======== The data ========

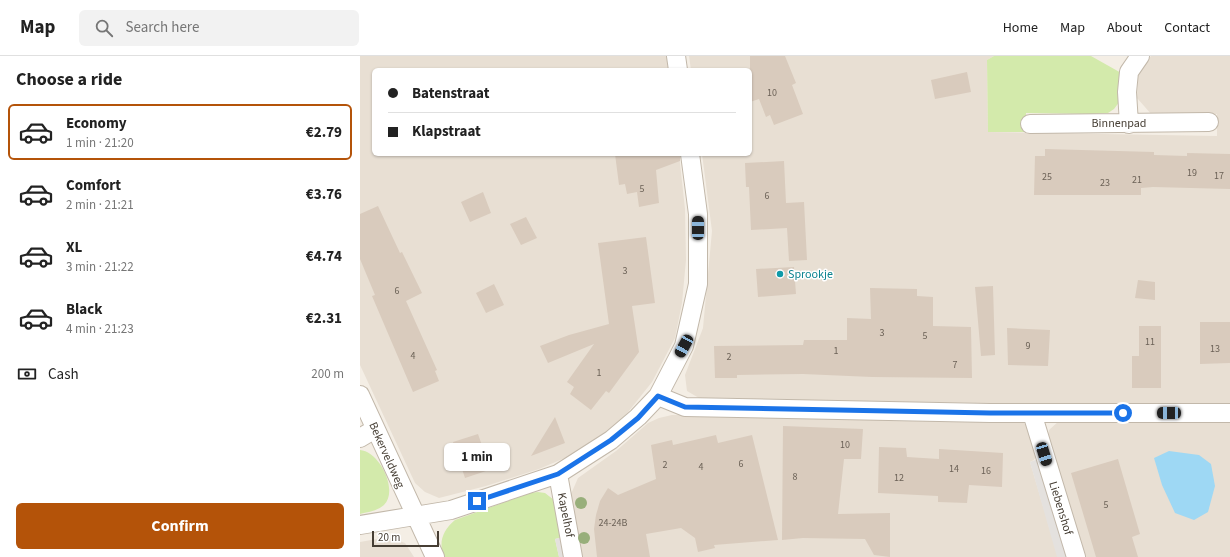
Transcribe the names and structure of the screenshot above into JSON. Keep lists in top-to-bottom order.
{
  "streets": {
    "street": [
      "Binnenpad",
      "Bekerveldweg",
      "Liebenshof",
      "Kapelhof"
    ]
  },
  "places": ["Sprookje"],
  "house_numbers": [
    "10",
    "19",
    "17",
    "25",
    "21",
    "23",
    "5",
    "6",
    "3",
    "6",
    "3",
    "5",
    "11",
    "9",
    "13",
    "1",
    "4",
    "2",
    "7",
    "1",
    "10",
    "6",
    "2",
    "4",
    "14",
    "16",
    "8",
    "12",
    "5",
    "24-24B"
  ],
  "scale_bar": "20 m",
  "page": {
    "header": "Map",
    "search": "Search here",
    "nav": [
      "Home",
      "Map",
      "About",
      "Contact"
    ],
    "heading": "Choose a ride",
    "banner": ["Batenstraat", "Klapstraat"],
    "list": [
      {
        "name": "Economy",
        "note": "1 min · 21:20",
        "value": "€2.79"
      },
      {
        "name": "Comfort",
        "note": "2 min · 21:21",
        "value": "€3.76"
      },
      {
        "name": "XL",
        "note": "3 min · 21:22",
        "value": "€4.74"
      },
      {
        "name": "Black",
        "note": "4 min · 21:23",
        "value": "€2.31"
      }
    ],
    "pay": ["Cash", "200 m"],
    "bubble": "1 min",
    "buttons": "Confirm",
    "scale": "20 m"
  }
}
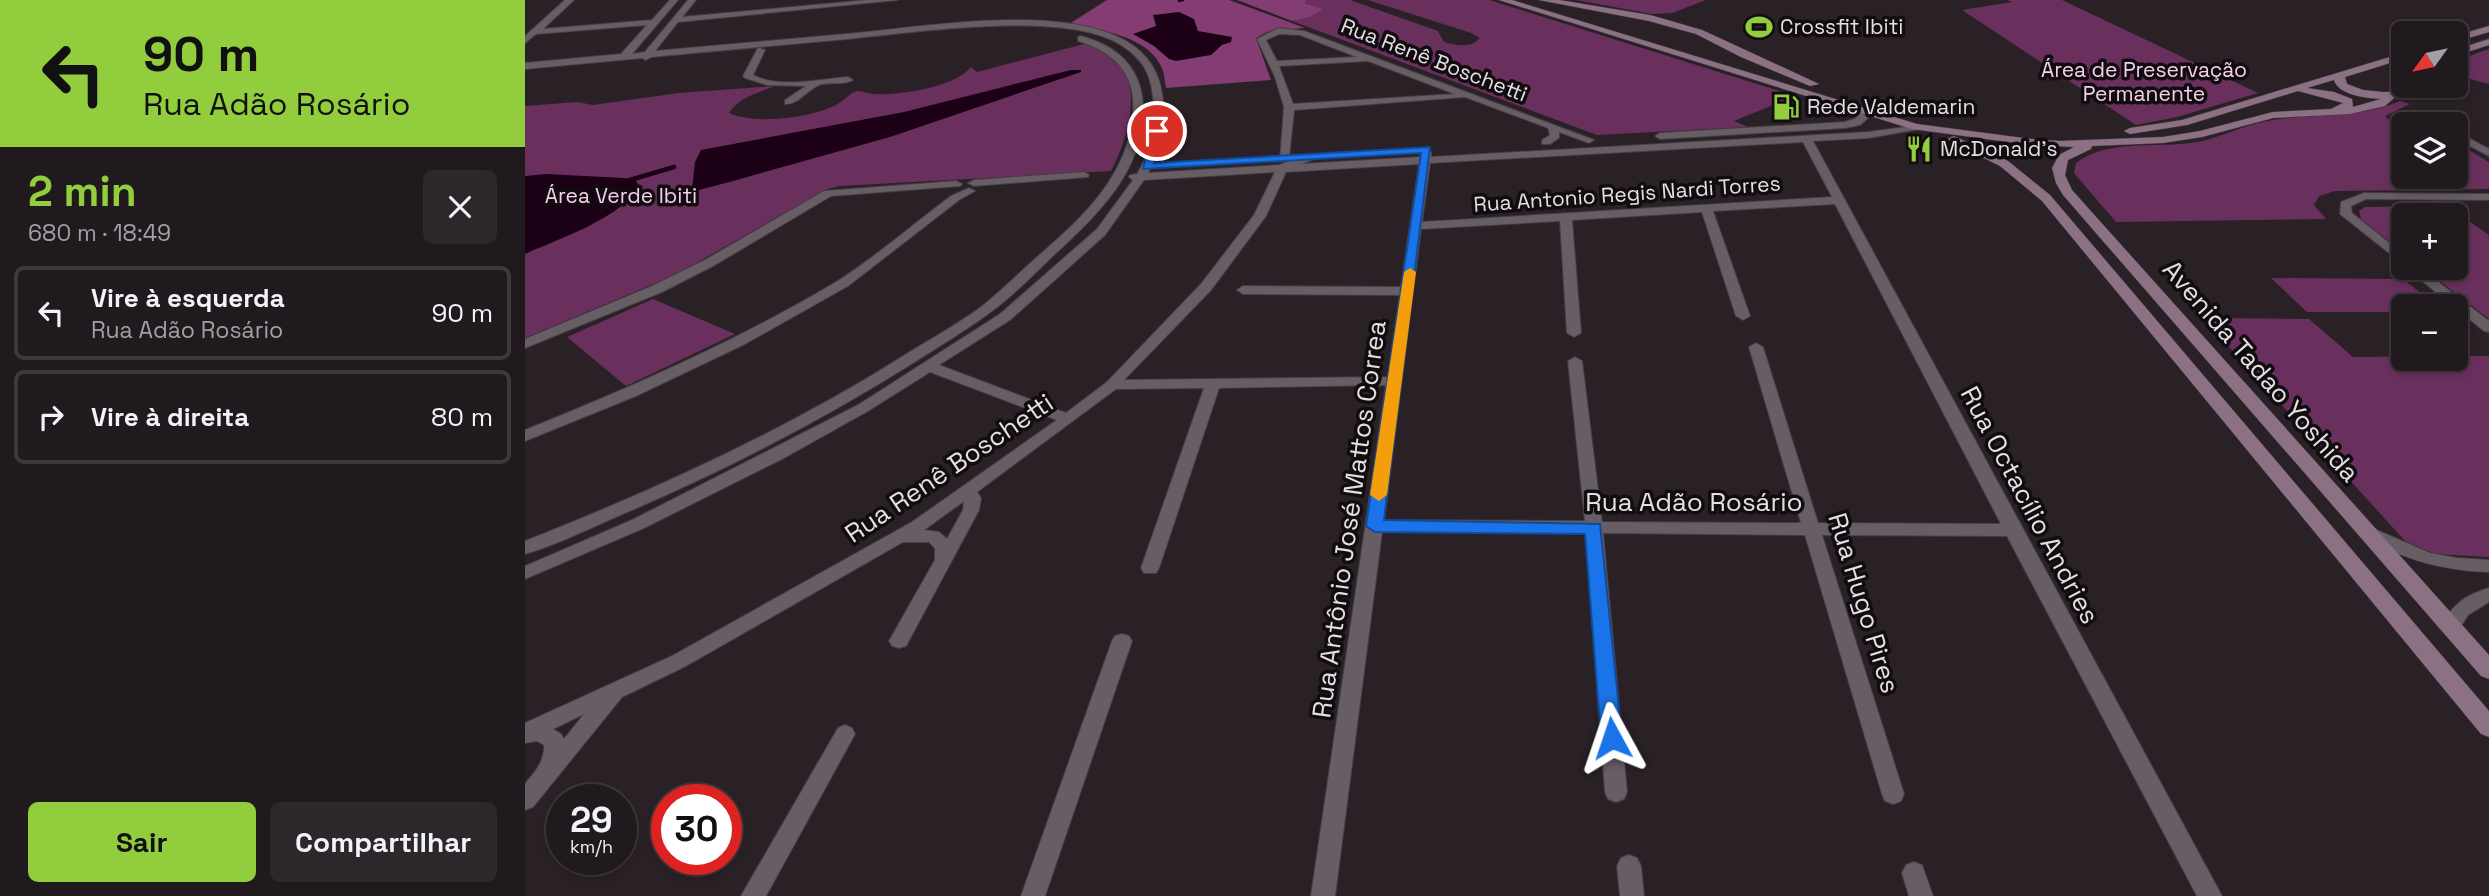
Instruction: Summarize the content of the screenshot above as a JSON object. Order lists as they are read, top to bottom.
{
  "streets": {
    "main road": ["Avenida Tadao Yoshida"],
    "street": [
      "Rua Renê Boschetti",
      "Rua Antonio Regis Nardi Torres",
      "Rua Adão Rosário",
      "Rua Octacílio Andries",
      "Rua Antônio José Mattos Correa",
      "Rua Hugo Pires"
    ]
  },
  "crossings": [
    ["Rua Antonio Regis Nardi Torres", "Rua Octacílio Andries"],
    ["Rua Antonio Regis Nardi Torres", "Rua Antônio José Mattos Correa"],
    ["Rua Adão Rosário", "Rua Octacílio Andries"],
    ["Rua Adão Rosário", "Rua Antônio José Mattos Correa"],
    ["Rua Adão Rosário", "Rua Hugo Pires"]
  ],
  "parks": ["Área de Preservação Permanente", "Área Verde Ibiti"],
  "places": {
    "sports": ["Crossfit Ibiti"],
    "fuel station": ["Rede Valdemarin"],
    "restaurant": ["McDonald's"]
  },
  "north": "bottom left",
  "page": {
    "turn": ["90 m", "Rua Adão Rosário"],
    "map_buttons": ["+", "−"],
    "heading": ["2 min", "680 m · 18:49"],
    "list": [
      {
        "name": "Vire à esquerda",
        "note": "Rua Adão Rosário",
        "value": "90 m"
      },
      {
        "name": "Vire à direita",
        "value": "80 m"
      }
    ],
    "speed": "29 km/h",
    "limit": "30",
    "buttons": ["Sair", "Compartilhar"]
  }
}
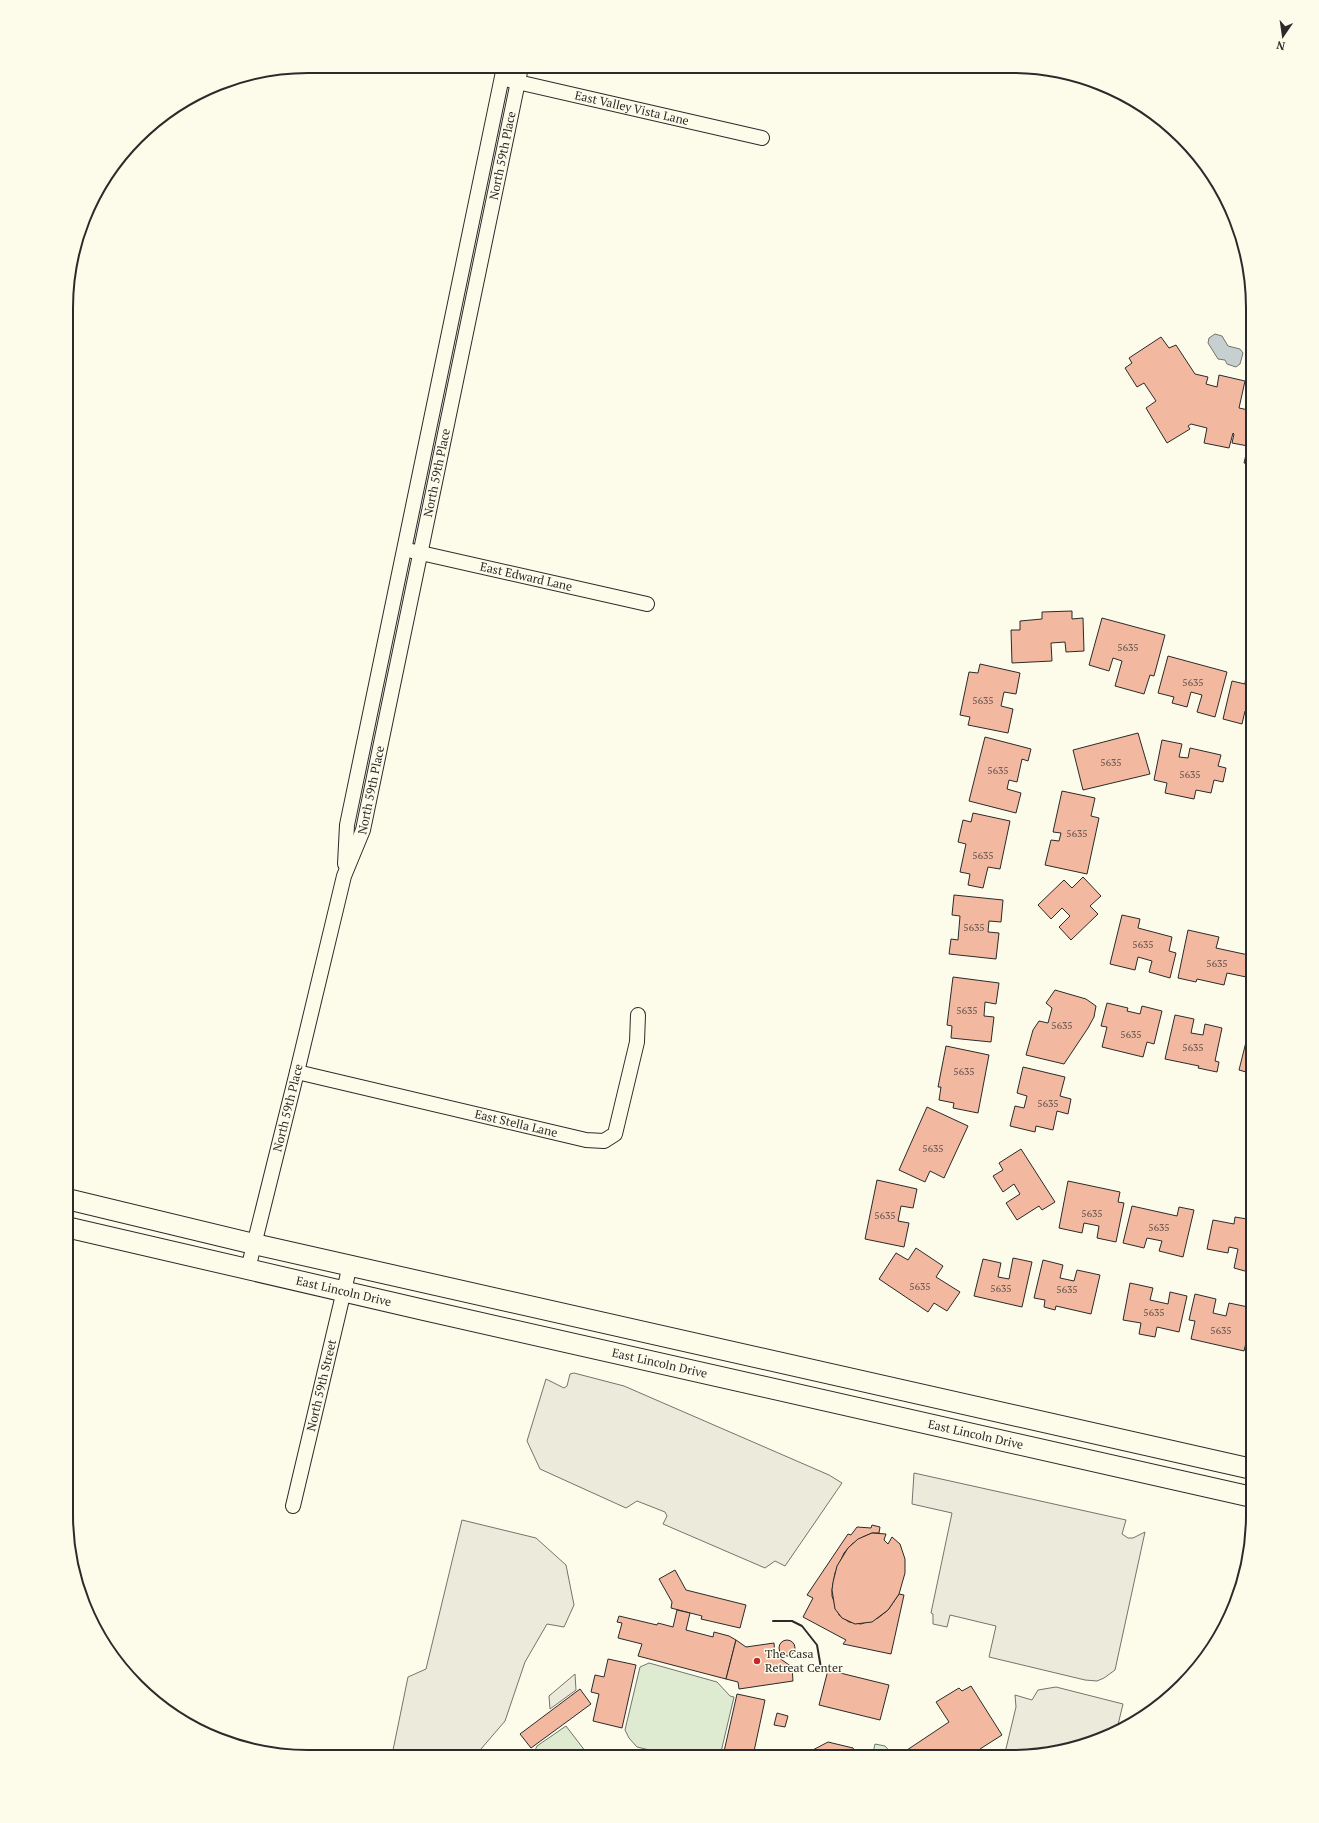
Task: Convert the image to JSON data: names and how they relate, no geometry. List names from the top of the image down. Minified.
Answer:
{"streets":{"main road":["East Lincoln Drive"],"street":["East Valley Vista Lane","North 59th Place","East Edward Lane","East Stella Lane","North 59th Street"]},"crossings":[["East Valley Vista Lane","North 59th Place"],["North 59th Place","East Edward Lane"],["North 59th Place","East Stella Lane"],["North 59th Place","East Lincoln Drive"],["East Lincoln Drive","North 59th Street"]],"places":["The Casa Retreat Center"],"house_numbers":["5635","5635","5635","5635","5635","5635","5635","5635","5635","5635","5635","5635","5635","5635","5635","5635","5635","5635","5635","5635","5635","5635","5635","5635","5635","5635"],"north":"bottom"}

========

Work order:
Please filter the data down to the lines containing the word "Octacílio".

Response area:
      "Rua Octacílio Andries",
    ["Rua Antonio Regis Nardi Torres", "Rua Octacílio Andries"],
    ["Rua Adão Rosário", "Rua Octacílio Andries"],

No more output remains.